§ **Your goal**: Copy all lines holding the word "service" from the entries.

━━━━━━━━━━

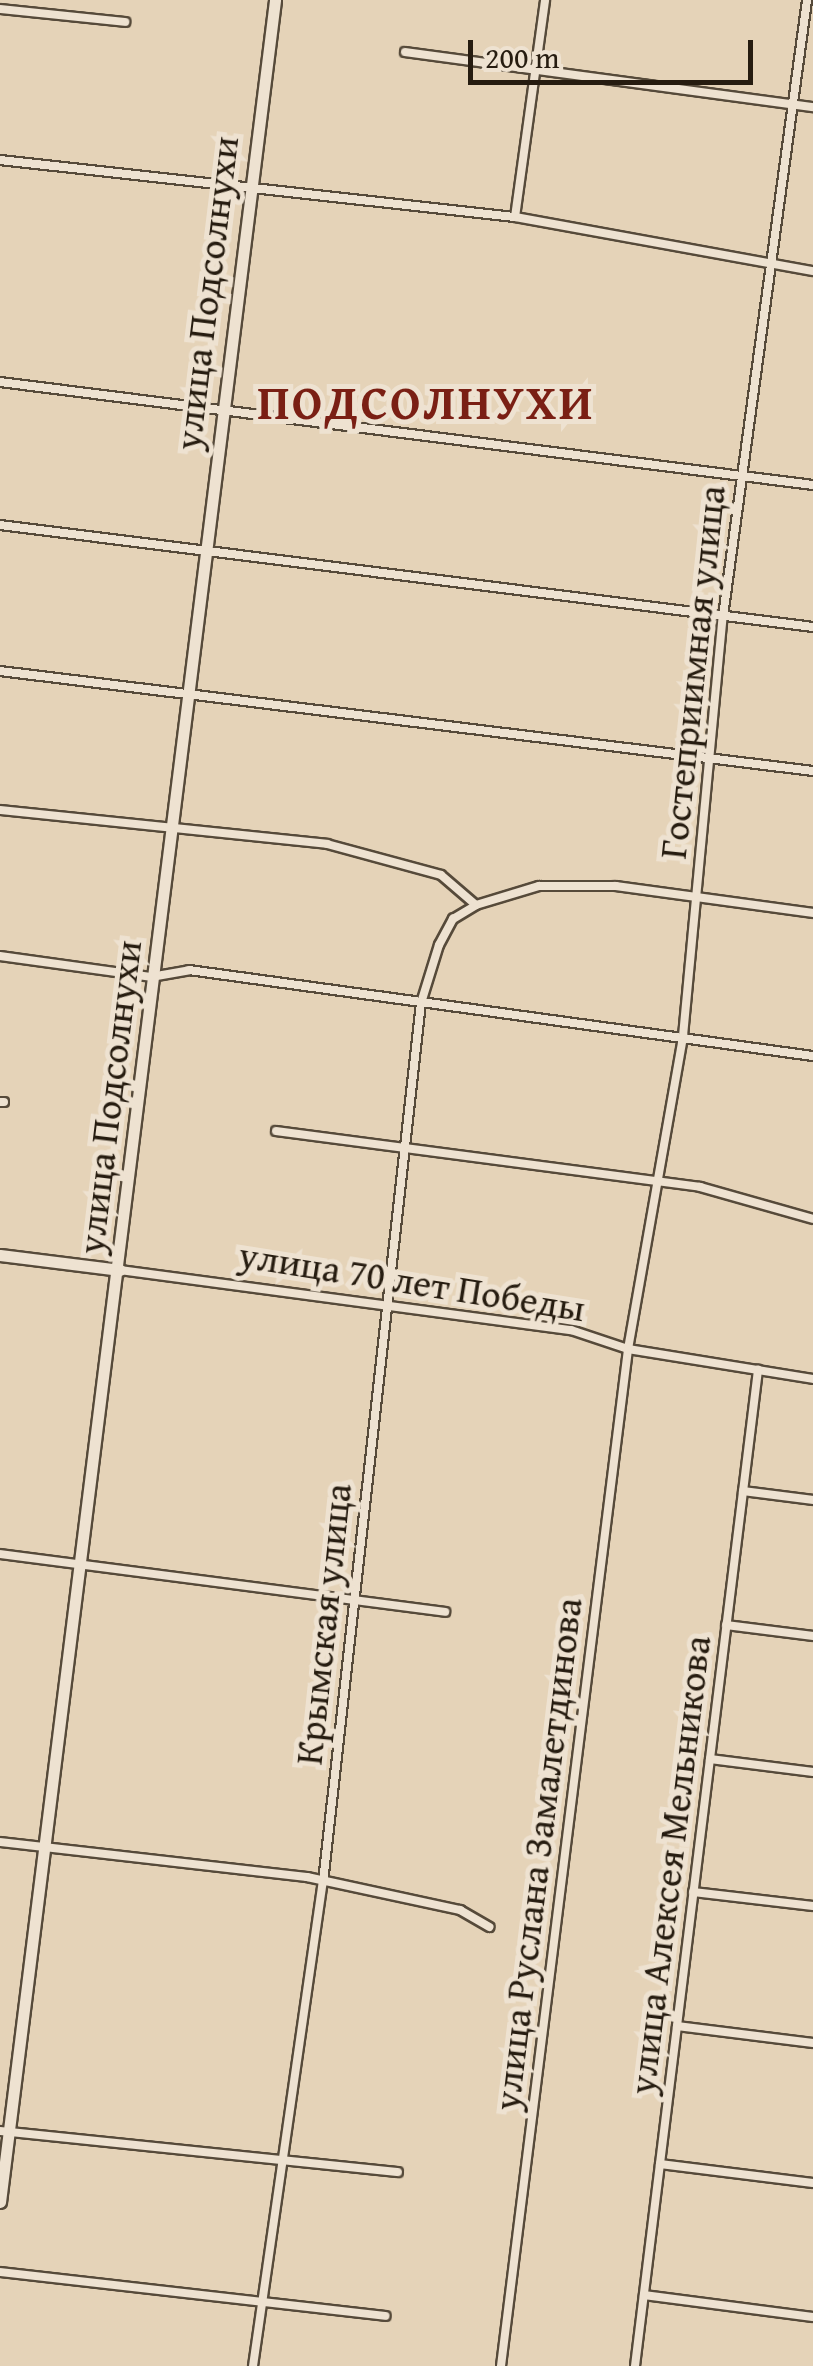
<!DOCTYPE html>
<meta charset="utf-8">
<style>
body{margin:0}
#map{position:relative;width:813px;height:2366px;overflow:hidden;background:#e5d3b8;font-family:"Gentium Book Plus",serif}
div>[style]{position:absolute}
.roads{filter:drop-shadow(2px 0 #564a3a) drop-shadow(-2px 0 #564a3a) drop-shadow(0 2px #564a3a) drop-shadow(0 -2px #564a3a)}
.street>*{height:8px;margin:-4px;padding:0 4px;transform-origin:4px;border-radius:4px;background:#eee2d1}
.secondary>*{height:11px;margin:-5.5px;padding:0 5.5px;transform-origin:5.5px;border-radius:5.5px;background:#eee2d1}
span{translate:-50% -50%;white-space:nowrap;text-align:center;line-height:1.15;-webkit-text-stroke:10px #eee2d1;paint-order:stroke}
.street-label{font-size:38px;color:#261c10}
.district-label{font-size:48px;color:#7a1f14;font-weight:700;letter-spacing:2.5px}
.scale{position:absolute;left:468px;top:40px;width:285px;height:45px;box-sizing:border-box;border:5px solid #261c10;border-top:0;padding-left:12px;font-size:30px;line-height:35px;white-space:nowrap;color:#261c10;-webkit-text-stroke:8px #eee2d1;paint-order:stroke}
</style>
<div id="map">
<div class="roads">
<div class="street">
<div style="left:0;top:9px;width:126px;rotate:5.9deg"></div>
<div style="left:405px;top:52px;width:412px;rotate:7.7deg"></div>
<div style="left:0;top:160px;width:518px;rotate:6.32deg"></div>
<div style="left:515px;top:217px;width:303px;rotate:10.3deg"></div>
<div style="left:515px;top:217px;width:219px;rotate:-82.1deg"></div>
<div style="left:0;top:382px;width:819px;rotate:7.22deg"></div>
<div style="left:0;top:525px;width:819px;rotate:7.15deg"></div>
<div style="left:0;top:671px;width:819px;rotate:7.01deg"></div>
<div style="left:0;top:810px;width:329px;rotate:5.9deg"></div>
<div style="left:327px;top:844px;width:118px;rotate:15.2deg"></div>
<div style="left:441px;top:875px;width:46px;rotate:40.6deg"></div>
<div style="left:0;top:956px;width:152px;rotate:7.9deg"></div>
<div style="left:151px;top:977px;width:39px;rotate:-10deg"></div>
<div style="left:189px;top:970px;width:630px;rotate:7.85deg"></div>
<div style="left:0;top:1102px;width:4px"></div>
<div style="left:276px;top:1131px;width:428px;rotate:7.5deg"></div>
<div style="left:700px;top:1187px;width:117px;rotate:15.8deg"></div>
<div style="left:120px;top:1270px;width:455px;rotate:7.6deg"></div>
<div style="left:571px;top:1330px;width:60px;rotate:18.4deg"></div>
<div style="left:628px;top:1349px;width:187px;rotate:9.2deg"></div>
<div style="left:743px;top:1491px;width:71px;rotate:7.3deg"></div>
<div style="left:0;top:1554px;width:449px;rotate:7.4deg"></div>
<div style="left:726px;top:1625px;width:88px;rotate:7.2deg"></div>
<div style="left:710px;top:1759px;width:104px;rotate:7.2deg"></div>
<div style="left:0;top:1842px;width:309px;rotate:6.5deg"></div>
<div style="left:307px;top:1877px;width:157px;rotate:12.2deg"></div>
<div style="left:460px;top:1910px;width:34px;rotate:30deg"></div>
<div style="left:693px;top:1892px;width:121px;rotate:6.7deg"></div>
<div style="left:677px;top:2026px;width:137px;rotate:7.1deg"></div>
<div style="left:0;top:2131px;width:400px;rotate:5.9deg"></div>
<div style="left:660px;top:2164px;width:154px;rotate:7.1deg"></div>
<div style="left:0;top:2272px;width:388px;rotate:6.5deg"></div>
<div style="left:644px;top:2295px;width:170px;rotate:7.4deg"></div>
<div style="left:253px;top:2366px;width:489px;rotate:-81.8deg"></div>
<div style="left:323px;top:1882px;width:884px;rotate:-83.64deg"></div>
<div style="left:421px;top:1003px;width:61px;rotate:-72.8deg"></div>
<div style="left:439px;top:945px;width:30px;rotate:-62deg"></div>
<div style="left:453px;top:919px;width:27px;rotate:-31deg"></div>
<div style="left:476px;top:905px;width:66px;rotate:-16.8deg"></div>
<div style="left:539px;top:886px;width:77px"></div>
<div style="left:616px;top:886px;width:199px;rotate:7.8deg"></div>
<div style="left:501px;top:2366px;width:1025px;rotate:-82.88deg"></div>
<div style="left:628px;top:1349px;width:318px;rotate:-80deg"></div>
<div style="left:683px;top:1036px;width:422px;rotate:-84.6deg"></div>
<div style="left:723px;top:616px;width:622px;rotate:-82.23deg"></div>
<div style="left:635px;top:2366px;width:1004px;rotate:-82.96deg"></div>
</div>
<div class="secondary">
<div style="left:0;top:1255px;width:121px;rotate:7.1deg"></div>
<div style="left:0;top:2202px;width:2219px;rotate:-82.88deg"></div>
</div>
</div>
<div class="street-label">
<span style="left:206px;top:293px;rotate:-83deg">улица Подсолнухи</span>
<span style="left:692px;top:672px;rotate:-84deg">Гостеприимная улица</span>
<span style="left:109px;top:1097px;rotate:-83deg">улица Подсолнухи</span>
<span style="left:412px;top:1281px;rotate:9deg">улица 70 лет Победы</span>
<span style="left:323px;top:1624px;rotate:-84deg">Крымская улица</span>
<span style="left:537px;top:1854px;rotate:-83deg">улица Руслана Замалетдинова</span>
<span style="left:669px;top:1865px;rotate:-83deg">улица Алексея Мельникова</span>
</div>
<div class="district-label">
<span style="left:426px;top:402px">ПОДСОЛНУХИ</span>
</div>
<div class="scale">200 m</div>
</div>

━━━━━━━━━━

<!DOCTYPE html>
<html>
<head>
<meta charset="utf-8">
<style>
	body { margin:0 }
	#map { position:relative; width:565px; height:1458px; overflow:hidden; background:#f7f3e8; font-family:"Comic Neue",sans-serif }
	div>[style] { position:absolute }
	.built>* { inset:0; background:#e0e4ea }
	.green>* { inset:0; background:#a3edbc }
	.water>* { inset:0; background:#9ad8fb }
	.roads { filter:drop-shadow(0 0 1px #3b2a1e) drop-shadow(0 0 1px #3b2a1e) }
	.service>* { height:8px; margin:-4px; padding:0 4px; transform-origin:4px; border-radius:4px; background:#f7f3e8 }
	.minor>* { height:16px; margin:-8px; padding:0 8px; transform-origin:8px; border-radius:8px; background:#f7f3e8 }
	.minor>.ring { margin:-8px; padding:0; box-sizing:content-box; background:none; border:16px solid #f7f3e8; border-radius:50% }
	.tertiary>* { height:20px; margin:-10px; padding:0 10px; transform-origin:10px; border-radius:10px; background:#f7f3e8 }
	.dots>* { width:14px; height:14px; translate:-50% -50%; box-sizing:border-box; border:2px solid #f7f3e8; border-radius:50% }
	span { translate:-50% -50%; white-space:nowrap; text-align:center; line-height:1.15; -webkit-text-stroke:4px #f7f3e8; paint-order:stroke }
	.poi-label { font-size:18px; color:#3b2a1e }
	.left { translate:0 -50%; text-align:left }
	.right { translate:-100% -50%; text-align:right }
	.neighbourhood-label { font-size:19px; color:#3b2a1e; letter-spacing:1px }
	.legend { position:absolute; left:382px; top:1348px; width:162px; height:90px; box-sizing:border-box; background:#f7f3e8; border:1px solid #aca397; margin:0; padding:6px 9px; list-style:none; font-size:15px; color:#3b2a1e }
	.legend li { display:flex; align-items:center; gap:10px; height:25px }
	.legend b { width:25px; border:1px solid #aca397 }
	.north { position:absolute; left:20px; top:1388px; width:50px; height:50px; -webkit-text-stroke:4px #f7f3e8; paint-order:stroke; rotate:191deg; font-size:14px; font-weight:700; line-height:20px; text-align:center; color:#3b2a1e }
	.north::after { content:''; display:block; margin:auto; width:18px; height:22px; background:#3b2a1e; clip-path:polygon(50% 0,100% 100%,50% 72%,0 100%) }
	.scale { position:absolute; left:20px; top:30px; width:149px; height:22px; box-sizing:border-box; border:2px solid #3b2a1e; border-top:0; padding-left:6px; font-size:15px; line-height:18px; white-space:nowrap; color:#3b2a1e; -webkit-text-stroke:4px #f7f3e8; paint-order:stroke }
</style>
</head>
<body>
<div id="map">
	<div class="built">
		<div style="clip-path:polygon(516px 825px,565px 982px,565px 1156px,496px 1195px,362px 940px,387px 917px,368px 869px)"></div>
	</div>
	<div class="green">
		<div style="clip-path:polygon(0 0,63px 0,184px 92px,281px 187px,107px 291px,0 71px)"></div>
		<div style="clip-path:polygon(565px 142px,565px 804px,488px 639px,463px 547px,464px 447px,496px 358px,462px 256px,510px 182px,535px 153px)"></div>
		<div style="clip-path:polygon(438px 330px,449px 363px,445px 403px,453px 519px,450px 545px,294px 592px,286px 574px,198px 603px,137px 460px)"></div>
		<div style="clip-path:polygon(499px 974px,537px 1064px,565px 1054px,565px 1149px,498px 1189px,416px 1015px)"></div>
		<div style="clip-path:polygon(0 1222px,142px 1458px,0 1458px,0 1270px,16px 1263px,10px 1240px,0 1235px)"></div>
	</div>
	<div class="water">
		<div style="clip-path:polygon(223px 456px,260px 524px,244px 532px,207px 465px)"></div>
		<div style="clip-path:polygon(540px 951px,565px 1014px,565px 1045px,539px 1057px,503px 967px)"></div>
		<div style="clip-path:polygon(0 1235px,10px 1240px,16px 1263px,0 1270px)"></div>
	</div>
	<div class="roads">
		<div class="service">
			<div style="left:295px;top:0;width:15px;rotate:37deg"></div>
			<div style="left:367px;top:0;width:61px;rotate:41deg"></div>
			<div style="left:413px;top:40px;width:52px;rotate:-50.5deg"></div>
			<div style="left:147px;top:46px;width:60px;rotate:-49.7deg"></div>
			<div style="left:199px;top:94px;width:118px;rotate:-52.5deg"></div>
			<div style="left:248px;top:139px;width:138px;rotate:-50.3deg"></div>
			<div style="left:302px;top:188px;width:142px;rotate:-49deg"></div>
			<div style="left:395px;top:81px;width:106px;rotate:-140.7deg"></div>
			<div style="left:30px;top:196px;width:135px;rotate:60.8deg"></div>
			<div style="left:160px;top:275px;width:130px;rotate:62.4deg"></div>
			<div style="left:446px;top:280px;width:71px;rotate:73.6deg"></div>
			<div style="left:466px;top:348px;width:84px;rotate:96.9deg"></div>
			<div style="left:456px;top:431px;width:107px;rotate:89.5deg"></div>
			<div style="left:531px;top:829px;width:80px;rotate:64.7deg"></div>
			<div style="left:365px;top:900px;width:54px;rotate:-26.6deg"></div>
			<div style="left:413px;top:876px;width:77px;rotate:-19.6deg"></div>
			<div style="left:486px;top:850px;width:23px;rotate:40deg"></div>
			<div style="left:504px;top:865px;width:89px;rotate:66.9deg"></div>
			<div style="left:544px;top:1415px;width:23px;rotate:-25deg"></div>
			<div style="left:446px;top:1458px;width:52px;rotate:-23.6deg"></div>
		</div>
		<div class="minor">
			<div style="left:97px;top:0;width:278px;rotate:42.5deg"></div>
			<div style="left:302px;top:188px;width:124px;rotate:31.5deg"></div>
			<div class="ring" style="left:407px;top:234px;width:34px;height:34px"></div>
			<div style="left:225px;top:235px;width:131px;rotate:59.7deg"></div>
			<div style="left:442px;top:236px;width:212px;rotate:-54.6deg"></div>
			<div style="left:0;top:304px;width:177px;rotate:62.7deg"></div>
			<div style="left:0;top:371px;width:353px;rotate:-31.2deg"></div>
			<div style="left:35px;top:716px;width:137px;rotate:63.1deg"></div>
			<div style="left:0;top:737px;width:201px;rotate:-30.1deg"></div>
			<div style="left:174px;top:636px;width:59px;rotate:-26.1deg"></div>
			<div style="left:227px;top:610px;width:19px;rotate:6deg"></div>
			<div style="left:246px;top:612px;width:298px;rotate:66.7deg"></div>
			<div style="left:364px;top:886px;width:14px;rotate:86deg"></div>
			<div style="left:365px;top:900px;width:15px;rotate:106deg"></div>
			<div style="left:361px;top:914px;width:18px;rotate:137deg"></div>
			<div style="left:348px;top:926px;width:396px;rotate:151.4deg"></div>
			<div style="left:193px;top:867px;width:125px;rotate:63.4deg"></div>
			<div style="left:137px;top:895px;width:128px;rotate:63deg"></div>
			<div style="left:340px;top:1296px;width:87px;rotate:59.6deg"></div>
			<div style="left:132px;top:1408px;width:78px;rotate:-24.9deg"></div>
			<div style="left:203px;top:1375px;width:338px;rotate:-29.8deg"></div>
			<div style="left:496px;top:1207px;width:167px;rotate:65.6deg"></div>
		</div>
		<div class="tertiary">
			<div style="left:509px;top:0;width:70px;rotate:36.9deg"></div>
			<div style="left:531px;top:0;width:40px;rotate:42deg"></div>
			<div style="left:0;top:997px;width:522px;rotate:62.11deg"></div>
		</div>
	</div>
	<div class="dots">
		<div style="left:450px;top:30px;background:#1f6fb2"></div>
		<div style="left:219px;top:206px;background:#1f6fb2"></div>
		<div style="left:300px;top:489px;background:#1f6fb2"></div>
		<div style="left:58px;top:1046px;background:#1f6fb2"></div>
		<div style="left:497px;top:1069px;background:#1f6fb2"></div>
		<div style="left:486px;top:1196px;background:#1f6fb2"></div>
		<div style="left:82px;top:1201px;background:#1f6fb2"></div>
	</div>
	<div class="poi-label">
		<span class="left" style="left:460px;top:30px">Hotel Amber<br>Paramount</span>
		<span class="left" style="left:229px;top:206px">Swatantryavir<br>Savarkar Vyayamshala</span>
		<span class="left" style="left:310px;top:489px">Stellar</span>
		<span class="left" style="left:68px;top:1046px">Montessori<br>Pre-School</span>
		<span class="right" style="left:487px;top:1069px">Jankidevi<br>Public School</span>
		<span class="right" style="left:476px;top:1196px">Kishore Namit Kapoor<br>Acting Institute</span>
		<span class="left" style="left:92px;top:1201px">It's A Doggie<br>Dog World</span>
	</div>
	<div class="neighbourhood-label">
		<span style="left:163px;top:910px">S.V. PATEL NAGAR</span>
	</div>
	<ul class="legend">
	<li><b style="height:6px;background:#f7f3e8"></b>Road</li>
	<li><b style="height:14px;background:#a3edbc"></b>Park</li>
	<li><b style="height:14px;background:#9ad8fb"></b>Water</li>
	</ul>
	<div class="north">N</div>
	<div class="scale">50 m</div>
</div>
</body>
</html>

━━━━━━━━━━

§ **Completed exercise**:
	.service>* { height:8px; margin:-4px; padding:0 4px; transform-origin:4px; border-radius:4px; background:#f7f3e8 }
		<div class="service">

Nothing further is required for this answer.